*** INFORMATION Section Begins ***
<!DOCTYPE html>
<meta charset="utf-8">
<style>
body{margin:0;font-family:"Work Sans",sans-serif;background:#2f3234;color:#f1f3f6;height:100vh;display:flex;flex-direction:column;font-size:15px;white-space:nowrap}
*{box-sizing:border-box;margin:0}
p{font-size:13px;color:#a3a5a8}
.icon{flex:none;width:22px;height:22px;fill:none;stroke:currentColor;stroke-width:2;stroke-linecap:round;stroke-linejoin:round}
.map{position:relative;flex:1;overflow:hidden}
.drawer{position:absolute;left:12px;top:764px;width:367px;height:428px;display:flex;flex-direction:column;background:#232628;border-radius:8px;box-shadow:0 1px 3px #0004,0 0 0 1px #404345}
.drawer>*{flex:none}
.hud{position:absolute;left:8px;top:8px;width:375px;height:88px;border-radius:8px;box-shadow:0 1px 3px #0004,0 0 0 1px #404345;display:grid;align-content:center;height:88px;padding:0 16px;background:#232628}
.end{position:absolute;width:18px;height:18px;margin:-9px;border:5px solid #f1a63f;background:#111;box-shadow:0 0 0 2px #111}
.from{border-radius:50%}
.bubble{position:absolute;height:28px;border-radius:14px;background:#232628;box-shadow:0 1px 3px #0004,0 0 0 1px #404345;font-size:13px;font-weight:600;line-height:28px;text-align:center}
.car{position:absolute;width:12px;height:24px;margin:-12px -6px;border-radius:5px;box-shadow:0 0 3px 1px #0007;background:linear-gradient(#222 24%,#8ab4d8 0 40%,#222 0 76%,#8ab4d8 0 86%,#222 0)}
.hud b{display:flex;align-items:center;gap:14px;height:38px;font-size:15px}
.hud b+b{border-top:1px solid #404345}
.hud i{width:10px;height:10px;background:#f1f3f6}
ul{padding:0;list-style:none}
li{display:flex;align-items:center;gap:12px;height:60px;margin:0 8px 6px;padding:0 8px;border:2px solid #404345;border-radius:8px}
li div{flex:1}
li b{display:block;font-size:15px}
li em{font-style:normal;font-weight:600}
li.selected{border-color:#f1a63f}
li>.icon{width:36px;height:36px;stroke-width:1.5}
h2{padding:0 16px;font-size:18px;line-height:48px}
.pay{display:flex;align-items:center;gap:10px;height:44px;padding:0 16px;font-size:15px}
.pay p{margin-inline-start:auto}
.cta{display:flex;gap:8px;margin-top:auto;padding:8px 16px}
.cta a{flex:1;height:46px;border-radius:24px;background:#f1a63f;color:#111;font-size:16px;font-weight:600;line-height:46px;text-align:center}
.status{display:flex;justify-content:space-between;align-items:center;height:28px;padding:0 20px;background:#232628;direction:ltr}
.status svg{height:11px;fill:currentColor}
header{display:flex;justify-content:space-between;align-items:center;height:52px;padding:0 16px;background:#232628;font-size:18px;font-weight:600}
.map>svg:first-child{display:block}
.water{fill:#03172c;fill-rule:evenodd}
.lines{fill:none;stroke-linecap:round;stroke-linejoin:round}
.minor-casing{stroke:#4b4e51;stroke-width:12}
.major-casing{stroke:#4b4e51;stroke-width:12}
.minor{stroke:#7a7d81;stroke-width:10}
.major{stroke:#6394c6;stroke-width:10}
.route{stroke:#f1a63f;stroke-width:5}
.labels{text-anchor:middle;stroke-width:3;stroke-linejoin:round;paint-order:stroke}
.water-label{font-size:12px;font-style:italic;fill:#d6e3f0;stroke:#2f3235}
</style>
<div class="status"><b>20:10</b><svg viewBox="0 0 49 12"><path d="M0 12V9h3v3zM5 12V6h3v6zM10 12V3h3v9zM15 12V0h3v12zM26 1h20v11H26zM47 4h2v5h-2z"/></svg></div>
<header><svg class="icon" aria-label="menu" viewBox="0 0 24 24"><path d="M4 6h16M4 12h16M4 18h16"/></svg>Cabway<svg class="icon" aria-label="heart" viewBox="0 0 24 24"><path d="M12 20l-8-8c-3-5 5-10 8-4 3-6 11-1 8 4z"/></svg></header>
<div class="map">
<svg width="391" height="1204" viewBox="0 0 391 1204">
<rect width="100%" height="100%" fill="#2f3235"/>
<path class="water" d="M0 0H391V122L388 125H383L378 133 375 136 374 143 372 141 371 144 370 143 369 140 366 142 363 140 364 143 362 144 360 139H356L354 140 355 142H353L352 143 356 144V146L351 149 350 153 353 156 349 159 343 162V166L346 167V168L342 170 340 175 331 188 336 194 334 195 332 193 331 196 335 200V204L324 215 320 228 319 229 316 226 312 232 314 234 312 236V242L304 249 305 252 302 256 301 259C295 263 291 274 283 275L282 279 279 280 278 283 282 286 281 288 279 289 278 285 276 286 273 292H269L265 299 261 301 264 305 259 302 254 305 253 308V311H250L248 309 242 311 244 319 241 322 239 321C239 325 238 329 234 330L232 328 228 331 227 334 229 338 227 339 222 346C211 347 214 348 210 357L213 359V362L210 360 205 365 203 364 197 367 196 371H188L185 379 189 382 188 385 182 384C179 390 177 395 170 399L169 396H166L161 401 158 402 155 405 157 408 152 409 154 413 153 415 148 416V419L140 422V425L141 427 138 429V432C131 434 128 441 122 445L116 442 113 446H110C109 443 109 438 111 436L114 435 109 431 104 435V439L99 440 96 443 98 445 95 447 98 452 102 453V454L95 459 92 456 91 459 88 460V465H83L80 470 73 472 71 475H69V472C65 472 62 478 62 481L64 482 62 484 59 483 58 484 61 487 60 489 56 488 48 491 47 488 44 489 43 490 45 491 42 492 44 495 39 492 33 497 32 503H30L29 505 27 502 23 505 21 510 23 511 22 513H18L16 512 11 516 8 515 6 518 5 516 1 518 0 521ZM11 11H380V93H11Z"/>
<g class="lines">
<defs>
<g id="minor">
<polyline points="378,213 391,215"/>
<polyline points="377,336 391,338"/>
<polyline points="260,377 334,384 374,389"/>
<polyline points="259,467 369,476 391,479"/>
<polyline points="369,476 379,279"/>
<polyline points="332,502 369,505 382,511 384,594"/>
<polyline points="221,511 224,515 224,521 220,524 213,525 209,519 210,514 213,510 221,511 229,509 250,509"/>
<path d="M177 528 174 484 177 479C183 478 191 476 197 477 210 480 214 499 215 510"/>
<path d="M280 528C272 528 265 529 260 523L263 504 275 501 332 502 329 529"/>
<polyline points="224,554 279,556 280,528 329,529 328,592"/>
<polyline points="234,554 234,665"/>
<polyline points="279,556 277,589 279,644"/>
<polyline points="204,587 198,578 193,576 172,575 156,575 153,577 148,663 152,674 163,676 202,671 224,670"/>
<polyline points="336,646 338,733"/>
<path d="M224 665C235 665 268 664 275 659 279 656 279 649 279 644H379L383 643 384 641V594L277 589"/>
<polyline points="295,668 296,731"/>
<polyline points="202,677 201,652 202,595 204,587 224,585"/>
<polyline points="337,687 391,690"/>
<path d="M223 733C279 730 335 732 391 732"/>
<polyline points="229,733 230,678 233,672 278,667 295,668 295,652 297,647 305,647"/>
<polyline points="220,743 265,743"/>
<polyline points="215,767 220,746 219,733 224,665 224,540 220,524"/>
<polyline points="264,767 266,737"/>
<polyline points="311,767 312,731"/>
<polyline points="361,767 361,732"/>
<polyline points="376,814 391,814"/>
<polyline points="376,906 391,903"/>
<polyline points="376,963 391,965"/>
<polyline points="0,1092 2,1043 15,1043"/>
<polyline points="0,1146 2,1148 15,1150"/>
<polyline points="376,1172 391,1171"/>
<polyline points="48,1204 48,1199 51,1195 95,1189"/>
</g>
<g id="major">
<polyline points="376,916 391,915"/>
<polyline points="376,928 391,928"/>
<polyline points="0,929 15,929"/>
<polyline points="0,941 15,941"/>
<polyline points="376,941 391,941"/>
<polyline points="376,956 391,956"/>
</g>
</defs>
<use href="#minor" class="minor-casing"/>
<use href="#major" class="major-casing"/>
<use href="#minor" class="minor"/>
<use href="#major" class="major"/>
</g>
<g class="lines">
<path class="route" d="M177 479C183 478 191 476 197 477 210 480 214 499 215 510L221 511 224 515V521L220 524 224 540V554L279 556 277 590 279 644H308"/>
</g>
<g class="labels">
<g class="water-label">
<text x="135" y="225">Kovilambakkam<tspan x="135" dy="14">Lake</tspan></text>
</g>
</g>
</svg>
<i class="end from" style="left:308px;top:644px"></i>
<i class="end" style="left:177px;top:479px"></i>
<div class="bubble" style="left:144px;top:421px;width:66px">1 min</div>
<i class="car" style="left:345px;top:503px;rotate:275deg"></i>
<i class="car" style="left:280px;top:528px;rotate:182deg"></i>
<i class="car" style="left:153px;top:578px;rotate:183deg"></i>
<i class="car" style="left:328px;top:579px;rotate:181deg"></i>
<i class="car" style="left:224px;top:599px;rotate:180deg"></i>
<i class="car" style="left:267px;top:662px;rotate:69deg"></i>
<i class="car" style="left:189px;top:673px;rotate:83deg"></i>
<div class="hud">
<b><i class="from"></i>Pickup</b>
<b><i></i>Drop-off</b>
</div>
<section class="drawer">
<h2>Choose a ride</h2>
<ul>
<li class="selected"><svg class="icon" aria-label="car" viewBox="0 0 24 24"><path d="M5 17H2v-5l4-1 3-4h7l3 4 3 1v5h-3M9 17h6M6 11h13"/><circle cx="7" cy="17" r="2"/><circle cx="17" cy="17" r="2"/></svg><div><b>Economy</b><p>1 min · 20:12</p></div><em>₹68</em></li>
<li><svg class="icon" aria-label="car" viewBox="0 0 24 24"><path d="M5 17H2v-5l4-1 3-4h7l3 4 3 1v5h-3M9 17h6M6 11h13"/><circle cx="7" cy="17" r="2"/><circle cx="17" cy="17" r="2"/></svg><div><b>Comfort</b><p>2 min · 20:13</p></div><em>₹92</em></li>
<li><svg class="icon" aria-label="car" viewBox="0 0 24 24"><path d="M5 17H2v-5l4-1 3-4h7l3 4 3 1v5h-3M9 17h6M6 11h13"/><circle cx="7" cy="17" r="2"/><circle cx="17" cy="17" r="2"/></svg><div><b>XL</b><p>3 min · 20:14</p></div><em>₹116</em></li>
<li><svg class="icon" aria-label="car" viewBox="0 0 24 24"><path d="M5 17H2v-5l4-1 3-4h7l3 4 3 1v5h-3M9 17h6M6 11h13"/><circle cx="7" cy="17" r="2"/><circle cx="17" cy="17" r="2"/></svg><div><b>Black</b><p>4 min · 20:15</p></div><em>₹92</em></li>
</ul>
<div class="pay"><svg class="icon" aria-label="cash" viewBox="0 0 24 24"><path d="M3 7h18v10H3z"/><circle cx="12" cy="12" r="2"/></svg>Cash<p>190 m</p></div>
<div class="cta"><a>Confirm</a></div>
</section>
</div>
*** INFORMATION Section Ends ***
GOAL OF THE EXERCISE -
Go through the material above and report each line containing "casing".

ANSWER TO THE EXERCISE -
.minor-casing{stroke:#4b4e51;stroke-width:12}
.major-casing{stroke:#4b4e51;stroke-width:12}
<use href="#minor" class="minor-casing"/>
<use href="#major" class="major-casing"/>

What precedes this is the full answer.